* Work to complete *
Lines in the listing below may contain the string "buttons". Say how many do, giving only the number.

* Given records *
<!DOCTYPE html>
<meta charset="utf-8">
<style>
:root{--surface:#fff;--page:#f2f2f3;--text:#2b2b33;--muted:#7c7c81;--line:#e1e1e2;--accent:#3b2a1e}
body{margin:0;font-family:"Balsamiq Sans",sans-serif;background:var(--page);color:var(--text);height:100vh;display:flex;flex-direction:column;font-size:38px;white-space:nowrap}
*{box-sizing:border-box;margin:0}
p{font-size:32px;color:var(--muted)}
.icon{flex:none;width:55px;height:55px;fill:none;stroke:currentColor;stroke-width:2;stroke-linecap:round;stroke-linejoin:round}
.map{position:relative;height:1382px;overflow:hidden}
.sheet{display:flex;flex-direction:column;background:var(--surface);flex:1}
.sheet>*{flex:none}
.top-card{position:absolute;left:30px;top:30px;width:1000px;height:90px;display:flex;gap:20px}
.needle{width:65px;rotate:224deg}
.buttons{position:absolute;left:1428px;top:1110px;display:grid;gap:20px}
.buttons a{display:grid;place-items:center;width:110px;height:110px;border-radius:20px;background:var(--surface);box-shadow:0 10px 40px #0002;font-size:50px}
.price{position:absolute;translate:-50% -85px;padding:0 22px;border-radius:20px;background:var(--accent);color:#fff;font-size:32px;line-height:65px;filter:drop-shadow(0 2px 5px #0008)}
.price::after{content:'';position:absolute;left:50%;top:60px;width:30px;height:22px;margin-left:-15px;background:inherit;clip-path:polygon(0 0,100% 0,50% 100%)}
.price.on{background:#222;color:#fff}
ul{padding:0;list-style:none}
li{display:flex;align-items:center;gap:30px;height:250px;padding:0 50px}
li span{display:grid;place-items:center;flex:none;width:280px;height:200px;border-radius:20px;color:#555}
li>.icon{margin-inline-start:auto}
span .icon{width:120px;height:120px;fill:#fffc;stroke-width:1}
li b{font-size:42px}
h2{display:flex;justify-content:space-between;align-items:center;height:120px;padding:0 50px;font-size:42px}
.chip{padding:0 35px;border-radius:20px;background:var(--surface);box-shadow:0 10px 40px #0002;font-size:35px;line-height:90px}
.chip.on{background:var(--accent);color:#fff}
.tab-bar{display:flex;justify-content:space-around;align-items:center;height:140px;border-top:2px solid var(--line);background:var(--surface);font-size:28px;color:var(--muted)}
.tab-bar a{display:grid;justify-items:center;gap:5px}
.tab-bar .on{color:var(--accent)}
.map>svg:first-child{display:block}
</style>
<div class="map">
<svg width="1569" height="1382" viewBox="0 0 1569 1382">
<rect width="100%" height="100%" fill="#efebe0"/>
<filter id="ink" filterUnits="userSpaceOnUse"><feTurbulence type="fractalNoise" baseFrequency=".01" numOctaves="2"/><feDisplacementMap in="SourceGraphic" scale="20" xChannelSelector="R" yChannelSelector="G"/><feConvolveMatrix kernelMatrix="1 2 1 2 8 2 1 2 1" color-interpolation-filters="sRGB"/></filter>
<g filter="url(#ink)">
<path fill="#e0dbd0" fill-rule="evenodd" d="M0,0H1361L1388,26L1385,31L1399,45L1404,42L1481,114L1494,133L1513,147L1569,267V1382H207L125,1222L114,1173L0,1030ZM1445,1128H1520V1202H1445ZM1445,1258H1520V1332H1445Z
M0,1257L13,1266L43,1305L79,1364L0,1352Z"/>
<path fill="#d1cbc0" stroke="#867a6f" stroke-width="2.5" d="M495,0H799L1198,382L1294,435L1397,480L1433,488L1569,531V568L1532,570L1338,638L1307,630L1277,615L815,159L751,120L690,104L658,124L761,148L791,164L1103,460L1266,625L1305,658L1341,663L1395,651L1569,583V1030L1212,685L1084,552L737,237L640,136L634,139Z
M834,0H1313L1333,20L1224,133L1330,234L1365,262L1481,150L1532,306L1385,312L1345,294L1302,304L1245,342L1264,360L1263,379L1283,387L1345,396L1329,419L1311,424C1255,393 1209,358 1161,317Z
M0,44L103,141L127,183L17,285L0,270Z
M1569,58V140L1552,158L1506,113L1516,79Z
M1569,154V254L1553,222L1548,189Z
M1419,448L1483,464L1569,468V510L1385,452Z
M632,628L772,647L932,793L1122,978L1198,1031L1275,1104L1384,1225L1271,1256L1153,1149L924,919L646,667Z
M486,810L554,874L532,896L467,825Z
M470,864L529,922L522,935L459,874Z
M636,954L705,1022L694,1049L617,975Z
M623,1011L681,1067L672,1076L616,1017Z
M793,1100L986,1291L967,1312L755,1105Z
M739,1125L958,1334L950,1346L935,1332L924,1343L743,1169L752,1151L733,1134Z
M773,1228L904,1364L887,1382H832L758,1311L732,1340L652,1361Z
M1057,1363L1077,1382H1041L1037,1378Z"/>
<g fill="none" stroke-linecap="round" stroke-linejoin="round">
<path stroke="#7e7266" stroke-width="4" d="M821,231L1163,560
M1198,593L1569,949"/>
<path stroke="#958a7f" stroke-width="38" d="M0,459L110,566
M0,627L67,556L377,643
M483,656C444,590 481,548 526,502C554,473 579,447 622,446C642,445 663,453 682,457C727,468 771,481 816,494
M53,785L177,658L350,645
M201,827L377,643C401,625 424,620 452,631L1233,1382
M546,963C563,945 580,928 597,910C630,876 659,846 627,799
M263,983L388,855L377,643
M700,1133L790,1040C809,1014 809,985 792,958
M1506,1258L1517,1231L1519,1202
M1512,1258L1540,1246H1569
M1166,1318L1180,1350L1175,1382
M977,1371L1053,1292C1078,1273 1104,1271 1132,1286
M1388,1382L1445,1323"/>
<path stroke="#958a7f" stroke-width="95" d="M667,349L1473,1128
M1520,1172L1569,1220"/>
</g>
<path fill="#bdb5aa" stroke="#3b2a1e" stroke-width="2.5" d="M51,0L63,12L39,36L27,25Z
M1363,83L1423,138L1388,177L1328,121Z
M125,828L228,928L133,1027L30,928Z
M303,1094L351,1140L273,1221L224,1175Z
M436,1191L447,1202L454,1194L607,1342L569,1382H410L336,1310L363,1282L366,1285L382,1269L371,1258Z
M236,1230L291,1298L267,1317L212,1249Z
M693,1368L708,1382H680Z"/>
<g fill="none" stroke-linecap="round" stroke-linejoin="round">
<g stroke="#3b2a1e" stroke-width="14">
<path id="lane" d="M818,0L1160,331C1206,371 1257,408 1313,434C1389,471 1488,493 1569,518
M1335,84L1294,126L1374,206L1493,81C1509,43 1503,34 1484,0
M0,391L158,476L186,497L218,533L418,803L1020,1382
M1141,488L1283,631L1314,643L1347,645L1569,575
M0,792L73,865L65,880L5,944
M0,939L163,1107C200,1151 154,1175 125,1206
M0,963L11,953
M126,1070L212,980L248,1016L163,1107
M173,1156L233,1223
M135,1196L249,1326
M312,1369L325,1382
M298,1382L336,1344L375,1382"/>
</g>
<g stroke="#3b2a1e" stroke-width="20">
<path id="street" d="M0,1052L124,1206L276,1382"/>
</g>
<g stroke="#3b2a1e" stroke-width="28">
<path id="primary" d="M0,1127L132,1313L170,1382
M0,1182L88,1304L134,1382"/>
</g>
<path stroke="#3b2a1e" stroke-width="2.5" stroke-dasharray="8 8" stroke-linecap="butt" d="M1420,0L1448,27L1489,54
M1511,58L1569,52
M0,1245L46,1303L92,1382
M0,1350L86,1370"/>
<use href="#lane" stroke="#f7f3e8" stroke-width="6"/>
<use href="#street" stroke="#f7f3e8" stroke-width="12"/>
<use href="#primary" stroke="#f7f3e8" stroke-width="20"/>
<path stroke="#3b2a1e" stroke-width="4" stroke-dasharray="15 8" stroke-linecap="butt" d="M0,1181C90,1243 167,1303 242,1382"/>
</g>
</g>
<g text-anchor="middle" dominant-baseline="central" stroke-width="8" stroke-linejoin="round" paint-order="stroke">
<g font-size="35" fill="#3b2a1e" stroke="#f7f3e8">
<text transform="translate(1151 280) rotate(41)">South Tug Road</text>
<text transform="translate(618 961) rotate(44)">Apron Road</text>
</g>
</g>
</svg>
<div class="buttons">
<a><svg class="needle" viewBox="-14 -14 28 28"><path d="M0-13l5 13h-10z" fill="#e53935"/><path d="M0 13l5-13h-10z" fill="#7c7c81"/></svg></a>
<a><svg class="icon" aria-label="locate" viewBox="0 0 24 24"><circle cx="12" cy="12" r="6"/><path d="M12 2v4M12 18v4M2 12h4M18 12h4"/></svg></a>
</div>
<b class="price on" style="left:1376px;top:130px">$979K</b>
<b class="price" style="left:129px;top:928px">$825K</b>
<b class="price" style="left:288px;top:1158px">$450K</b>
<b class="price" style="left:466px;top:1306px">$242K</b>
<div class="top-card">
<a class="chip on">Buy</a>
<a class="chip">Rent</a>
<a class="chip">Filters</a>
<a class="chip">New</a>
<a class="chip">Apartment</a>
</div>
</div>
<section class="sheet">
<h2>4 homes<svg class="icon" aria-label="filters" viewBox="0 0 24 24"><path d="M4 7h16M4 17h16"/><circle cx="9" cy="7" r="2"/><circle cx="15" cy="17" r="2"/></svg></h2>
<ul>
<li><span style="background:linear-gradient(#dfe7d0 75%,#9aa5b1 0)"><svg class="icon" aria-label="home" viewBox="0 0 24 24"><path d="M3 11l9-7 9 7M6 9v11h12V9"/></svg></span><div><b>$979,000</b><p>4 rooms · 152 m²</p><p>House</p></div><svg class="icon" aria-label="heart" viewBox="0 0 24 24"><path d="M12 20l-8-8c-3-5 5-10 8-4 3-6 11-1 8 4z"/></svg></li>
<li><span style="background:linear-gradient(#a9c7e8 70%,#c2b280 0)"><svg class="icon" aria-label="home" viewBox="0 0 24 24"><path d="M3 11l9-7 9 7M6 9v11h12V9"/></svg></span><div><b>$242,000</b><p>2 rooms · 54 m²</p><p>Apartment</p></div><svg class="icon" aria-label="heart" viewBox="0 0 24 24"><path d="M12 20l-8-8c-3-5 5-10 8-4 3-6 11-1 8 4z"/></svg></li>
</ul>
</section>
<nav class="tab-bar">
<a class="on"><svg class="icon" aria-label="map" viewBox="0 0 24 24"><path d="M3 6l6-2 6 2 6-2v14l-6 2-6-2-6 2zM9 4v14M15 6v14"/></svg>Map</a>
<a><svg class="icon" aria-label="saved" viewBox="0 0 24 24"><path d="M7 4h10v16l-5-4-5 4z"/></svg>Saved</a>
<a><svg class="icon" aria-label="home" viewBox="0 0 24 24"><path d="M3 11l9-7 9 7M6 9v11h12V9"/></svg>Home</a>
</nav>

---

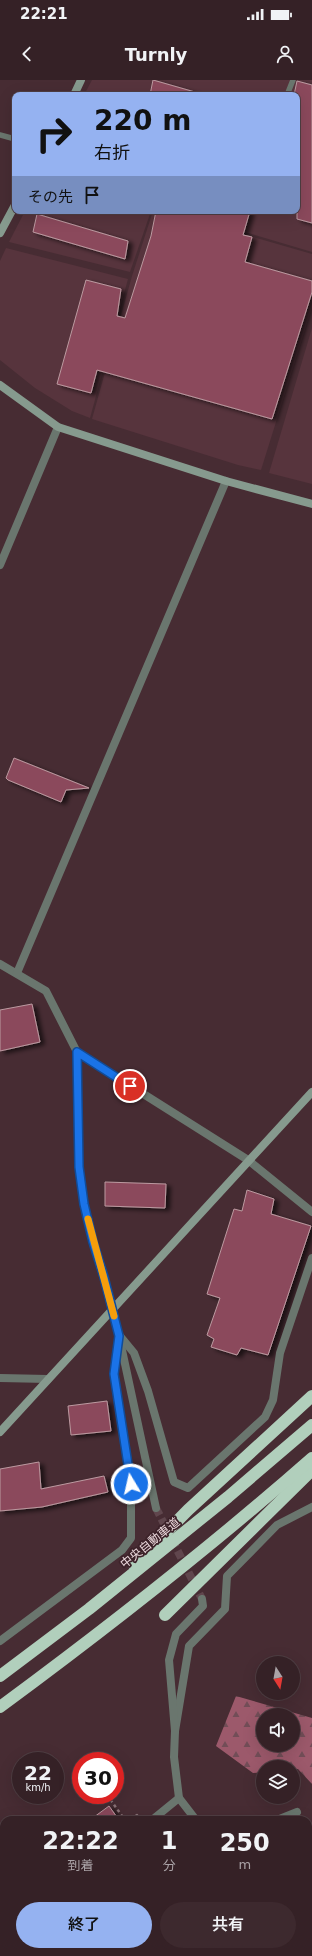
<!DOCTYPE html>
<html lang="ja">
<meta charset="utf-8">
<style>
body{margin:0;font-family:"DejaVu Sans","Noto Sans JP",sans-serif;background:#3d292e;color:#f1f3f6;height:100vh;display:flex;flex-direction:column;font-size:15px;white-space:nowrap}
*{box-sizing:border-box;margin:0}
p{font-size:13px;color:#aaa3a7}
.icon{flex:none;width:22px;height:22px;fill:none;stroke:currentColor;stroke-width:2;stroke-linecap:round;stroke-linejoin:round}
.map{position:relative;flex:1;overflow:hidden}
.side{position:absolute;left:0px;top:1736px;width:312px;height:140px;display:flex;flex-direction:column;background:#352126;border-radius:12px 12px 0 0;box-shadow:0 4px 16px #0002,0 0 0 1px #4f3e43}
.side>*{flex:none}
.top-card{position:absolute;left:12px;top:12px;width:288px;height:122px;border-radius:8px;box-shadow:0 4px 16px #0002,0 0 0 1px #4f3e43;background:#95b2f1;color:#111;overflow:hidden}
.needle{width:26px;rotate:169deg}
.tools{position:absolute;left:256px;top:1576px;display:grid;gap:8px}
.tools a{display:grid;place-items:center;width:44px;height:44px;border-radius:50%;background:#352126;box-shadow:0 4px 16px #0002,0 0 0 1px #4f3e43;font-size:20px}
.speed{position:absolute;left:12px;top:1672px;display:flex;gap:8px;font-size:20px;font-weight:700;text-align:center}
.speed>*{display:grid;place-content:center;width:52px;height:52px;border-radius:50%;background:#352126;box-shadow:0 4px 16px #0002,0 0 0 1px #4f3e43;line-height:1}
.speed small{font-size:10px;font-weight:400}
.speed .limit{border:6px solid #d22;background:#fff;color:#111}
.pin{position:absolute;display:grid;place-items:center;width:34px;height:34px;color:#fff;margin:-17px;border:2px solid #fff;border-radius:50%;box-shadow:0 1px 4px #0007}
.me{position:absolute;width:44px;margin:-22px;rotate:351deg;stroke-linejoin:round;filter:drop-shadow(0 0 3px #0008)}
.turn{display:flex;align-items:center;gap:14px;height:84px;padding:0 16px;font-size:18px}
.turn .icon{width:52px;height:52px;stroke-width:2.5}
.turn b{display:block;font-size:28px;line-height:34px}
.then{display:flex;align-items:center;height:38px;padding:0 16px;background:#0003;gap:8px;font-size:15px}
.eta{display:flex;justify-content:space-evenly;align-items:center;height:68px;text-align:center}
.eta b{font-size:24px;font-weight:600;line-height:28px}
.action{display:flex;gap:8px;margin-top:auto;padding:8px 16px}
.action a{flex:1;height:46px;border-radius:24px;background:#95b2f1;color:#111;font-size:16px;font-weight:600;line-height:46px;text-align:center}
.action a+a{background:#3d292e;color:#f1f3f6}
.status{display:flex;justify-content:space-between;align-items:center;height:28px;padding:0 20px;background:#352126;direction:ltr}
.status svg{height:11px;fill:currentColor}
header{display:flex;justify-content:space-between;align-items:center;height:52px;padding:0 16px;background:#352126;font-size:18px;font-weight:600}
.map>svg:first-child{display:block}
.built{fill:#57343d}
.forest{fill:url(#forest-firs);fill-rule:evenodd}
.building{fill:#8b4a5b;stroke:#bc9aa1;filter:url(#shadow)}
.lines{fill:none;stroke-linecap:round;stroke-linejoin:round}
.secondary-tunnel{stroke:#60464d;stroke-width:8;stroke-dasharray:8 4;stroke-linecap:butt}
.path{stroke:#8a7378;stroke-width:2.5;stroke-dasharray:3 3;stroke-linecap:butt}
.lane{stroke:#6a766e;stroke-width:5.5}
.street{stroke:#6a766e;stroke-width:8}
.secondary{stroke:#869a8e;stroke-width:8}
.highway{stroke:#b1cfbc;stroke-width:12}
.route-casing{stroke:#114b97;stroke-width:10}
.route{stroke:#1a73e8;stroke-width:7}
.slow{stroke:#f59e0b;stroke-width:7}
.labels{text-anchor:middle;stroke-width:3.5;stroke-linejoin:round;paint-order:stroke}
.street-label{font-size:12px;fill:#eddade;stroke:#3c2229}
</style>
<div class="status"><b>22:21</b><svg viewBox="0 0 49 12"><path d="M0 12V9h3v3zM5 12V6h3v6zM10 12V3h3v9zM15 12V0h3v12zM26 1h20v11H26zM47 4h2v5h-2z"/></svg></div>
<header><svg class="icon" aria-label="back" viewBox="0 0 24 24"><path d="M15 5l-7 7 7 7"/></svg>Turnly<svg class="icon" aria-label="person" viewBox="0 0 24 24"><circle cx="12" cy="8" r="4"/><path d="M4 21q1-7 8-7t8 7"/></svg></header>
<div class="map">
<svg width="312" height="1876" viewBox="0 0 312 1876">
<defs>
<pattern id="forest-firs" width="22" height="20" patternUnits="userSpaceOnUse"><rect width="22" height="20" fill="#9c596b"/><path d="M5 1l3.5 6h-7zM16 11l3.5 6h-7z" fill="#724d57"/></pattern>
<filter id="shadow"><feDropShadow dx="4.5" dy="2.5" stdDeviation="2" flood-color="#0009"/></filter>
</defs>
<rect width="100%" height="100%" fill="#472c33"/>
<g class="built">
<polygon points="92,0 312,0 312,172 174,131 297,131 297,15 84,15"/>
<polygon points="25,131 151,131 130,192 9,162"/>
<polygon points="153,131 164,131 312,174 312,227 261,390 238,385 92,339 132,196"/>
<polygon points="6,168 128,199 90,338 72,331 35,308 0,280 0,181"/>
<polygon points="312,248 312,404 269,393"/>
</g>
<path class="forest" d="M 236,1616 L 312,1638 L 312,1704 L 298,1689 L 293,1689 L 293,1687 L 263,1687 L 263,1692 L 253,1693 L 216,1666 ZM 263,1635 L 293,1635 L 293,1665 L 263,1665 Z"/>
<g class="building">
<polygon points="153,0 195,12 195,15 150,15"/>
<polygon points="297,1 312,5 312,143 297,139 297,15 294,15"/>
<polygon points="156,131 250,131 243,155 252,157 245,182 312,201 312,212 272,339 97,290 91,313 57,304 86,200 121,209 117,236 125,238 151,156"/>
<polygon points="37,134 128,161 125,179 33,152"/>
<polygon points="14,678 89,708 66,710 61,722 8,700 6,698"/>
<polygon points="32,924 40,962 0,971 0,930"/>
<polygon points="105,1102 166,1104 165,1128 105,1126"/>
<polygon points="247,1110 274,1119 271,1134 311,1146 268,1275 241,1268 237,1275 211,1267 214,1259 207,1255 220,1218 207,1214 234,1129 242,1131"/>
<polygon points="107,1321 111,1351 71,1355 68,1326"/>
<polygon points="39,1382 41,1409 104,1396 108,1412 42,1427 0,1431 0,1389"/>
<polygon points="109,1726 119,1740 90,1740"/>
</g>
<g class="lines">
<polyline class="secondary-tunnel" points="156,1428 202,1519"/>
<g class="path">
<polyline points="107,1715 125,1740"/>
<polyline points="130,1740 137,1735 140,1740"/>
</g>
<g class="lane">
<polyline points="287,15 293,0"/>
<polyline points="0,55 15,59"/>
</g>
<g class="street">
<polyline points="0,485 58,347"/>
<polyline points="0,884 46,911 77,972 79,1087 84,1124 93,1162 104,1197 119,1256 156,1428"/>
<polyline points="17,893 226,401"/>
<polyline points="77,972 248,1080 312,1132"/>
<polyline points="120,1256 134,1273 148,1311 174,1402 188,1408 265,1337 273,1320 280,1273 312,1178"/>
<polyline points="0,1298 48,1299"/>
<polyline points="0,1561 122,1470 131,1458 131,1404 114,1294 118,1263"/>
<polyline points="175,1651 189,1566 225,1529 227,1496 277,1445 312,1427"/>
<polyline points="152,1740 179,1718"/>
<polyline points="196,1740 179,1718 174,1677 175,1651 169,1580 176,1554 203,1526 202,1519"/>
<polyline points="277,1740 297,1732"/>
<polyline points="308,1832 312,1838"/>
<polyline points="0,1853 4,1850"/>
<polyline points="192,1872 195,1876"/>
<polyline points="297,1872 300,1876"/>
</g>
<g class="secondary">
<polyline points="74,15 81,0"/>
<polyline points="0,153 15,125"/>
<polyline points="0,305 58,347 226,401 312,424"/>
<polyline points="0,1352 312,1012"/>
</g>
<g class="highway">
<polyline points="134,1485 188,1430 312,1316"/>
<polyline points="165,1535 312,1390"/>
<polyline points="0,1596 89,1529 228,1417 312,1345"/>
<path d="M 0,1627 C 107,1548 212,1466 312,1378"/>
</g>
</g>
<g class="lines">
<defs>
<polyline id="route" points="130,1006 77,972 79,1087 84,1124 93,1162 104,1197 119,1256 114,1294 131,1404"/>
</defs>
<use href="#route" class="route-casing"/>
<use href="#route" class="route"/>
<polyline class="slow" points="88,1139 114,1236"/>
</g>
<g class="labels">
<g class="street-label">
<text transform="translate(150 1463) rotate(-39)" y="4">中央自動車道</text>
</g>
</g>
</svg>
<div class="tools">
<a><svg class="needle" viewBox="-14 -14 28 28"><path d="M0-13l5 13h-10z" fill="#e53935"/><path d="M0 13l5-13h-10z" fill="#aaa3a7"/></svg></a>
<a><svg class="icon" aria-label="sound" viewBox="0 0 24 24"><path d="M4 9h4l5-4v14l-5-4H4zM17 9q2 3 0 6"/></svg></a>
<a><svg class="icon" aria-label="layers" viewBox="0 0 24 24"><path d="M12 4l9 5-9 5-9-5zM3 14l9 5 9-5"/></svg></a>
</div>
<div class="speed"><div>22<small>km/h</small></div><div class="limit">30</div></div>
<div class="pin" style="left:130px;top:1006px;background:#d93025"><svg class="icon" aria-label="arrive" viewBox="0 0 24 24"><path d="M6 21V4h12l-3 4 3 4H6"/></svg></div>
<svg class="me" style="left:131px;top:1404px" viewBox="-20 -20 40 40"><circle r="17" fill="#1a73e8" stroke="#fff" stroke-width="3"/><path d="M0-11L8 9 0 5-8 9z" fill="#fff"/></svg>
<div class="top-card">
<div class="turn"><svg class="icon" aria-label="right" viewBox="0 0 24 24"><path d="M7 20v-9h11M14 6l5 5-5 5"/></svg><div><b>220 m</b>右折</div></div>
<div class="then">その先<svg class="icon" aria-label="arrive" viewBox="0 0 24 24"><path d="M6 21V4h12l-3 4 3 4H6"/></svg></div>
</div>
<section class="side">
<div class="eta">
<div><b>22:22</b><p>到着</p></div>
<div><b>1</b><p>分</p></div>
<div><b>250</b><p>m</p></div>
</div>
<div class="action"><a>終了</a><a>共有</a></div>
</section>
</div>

* Task output *
3